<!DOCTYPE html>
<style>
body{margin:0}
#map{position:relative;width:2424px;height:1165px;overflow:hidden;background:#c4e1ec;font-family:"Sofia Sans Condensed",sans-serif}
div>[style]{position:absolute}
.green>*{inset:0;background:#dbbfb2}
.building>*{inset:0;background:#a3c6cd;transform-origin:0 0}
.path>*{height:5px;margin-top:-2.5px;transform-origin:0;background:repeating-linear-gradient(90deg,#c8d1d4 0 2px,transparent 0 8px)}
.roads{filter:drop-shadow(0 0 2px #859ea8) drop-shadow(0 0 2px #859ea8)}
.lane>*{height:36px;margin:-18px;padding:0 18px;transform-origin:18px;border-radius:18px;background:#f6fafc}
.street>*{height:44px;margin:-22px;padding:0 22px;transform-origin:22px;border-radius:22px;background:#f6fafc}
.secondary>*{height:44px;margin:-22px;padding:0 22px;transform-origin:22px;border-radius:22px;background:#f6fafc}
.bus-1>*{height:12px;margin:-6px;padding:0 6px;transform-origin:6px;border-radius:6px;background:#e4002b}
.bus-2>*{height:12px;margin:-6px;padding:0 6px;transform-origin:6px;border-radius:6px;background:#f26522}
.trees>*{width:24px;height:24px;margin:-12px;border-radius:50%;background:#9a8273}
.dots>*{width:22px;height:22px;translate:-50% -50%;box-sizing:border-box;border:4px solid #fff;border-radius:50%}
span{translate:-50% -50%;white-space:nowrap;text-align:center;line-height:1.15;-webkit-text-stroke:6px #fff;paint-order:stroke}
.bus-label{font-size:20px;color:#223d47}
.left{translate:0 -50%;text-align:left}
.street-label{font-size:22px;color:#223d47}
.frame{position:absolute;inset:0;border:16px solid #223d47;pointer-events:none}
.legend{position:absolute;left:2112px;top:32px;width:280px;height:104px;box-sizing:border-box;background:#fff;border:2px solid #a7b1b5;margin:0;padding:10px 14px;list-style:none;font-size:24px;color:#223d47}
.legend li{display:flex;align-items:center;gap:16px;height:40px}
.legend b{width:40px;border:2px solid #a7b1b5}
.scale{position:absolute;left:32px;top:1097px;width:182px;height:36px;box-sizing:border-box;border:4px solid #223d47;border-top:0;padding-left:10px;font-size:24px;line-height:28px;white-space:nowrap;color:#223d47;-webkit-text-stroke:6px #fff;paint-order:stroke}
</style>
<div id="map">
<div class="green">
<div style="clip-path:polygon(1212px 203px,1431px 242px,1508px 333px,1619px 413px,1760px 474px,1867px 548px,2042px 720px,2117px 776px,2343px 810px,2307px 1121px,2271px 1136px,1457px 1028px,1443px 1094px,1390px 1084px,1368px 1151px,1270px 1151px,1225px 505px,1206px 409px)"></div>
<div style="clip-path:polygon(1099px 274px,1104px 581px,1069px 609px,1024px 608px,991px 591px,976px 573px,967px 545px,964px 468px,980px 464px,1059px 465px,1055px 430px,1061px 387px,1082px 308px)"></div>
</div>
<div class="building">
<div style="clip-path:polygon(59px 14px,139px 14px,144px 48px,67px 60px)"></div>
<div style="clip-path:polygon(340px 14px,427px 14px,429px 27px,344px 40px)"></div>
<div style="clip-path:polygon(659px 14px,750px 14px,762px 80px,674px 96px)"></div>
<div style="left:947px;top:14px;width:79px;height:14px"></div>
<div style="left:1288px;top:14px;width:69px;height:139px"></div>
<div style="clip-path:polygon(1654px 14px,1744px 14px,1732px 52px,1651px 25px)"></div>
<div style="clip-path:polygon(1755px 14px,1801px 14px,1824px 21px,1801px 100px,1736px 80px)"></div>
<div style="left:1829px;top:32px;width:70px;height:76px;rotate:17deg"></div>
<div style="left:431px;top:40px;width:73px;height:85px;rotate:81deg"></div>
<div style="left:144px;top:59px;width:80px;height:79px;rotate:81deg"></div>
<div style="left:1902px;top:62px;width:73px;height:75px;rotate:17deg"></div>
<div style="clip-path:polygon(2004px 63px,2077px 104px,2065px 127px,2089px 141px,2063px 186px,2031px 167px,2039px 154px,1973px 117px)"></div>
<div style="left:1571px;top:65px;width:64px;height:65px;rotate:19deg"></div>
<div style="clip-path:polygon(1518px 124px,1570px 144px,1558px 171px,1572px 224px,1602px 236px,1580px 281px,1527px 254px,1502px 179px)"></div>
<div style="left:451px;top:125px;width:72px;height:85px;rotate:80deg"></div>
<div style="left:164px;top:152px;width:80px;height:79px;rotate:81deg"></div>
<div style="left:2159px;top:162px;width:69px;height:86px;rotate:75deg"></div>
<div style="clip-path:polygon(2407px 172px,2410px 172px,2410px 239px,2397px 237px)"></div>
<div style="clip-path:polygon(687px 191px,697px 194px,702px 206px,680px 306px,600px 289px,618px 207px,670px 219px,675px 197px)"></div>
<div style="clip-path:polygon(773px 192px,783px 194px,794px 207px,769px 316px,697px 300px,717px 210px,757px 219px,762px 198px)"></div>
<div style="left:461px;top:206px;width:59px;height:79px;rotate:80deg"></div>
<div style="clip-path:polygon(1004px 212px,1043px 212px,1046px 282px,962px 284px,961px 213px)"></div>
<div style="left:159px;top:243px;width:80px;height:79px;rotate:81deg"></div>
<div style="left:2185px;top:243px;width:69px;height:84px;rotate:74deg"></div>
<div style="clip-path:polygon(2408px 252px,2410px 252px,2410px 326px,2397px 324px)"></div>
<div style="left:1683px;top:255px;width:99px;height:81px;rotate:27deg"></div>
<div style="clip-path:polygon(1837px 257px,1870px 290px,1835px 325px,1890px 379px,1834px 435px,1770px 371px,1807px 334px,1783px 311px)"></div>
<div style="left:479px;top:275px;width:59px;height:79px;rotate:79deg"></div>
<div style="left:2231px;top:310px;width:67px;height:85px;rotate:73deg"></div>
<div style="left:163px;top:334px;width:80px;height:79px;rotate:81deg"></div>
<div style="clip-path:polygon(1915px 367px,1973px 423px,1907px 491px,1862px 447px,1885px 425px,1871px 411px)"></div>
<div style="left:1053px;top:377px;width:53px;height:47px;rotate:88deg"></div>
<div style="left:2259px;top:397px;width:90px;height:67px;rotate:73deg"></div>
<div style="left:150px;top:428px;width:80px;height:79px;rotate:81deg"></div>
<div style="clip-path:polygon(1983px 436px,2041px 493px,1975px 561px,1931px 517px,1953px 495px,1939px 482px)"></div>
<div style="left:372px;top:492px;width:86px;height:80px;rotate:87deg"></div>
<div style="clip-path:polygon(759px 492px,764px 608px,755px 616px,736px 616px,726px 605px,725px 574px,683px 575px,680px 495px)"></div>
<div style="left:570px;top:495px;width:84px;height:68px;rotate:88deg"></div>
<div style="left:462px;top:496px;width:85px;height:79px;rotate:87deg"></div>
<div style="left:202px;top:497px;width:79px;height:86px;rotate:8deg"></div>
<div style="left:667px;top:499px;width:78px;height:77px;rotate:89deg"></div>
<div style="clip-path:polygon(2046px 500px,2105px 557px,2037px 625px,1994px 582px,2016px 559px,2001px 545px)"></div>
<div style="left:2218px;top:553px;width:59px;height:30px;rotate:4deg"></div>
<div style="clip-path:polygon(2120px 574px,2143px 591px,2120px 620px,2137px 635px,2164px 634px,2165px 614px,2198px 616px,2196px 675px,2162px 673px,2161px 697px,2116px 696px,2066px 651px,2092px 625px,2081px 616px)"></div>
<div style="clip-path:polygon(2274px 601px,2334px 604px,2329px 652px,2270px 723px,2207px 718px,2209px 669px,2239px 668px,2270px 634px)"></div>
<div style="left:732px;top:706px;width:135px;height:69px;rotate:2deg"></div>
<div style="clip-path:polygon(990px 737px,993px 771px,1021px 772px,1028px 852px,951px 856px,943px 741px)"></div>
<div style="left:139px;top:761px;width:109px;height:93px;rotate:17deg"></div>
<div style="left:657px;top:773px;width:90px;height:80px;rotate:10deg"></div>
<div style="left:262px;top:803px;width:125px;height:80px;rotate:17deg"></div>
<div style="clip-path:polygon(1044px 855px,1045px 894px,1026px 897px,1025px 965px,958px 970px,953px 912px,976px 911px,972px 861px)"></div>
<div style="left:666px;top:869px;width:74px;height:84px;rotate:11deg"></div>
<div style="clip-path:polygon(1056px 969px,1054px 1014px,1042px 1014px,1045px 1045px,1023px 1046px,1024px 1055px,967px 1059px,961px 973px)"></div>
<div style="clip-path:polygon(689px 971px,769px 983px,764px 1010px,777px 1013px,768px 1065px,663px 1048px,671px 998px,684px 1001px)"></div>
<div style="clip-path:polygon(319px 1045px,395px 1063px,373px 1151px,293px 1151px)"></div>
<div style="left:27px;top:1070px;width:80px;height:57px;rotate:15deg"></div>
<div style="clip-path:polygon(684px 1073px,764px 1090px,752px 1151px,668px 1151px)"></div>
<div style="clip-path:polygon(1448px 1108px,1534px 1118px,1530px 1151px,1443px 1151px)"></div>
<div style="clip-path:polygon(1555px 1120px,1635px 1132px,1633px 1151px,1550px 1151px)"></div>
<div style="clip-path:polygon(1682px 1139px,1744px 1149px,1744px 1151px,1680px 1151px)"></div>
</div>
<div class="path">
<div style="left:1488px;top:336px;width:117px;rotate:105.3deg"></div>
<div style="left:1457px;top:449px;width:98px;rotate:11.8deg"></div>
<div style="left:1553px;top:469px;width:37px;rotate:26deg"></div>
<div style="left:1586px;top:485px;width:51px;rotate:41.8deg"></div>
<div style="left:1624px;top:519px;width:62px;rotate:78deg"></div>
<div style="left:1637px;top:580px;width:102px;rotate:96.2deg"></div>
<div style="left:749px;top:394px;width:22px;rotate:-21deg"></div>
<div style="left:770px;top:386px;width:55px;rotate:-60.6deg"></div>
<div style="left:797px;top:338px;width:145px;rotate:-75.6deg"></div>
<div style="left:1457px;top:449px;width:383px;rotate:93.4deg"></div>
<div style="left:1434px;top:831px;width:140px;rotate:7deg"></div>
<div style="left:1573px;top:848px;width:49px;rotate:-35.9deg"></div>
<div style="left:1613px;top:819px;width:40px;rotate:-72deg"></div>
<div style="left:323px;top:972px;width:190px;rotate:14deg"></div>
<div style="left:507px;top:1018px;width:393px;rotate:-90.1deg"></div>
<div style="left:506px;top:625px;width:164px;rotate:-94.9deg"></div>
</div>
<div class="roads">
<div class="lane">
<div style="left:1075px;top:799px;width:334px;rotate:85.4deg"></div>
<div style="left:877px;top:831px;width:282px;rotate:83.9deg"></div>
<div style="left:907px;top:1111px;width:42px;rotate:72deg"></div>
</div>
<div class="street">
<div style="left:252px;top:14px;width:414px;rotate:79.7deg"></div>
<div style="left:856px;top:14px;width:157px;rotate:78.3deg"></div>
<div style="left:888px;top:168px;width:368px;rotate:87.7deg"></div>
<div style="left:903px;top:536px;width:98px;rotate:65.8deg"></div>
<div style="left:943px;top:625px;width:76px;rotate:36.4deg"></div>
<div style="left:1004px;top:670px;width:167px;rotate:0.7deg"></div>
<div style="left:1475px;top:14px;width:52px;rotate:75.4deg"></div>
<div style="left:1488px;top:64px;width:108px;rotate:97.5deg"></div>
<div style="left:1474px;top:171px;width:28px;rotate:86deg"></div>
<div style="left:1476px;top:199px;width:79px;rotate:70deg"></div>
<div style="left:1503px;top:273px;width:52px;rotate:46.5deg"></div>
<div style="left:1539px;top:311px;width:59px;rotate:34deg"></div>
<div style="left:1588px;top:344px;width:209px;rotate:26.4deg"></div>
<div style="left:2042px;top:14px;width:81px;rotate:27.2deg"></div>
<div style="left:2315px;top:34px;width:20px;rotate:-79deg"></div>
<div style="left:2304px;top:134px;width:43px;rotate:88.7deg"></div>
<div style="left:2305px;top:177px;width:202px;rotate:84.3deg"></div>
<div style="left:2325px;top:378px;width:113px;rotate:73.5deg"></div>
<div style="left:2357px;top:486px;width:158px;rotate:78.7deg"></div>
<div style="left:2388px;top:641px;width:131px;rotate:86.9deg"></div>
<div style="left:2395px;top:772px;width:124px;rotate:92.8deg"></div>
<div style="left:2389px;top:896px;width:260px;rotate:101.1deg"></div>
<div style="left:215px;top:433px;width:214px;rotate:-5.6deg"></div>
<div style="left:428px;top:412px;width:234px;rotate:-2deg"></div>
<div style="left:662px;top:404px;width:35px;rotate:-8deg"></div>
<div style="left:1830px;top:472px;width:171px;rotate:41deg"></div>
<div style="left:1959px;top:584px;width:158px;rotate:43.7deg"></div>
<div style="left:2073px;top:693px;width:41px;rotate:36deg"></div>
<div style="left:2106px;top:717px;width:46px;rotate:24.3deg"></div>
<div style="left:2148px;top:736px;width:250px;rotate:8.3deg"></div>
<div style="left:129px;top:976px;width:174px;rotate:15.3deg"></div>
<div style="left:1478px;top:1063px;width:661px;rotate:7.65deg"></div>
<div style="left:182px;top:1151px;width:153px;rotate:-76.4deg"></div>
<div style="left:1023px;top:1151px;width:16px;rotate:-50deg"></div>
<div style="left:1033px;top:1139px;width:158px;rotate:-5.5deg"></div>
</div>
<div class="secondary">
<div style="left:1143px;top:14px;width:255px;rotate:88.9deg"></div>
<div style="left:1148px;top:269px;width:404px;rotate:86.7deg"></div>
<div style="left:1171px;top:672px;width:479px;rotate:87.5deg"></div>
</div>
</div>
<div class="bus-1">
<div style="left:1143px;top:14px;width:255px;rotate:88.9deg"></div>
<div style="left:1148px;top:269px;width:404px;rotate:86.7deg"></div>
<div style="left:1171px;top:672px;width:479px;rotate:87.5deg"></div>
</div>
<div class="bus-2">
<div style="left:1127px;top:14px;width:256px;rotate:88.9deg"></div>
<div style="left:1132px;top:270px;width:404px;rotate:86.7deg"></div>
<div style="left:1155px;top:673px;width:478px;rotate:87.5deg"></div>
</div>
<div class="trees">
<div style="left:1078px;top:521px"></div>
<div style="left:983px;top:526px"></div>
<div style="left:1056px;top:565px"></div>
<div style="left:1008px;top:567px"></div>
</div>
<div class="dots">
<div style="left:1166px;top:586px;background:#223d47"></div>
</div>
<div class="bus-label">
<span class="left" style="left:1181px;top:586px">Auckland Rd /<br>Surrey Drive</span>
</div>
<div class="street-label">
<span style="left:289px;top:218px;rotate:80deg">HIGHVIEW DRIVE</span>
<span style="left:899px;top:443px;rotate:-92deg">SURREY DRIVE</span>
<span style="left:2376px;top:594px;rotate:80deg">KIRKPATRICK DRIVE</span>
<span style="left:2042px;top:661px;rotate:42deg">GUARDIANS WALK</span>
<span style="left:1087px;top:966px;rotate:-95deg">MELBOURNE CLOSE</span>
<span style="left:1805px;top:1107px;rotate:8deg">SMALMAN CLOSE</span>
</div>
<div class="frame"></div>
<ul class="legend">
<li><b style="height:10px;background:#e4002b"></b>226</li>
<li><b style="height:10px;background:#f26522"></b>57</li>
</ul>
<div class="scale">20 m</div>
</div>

————————

Work order
A word-for-word copy of the entries, from the first line through the line containing "2px #859ea8) drop-shadow(0", is the whole answer.

Task result
<!DOCTYPE html>
<style>
body{margin:0}
#map{position:relative;width:2424px;height:1165px;overflow:hidden;background:#c4e1ec;font-family:"Sofia Sans Condensed",sans-serif}
div>[style]{position:absolute}
.green>*{inset:0;background:#dbbfb2}
.building>*{inset:0;background:#a3c6cd;transform-origin:0 0}
.path>*{height:5px;margin-top:-2.5px;transform-origin:0;background:repeating-linear-gradient(90deg,#c8d1d4 0 2px,transparent 0 8px)}
.roads{filter:drop-shadow(0 0 2px #859ea8) drop-shadow(0 0 2px #859ea8)}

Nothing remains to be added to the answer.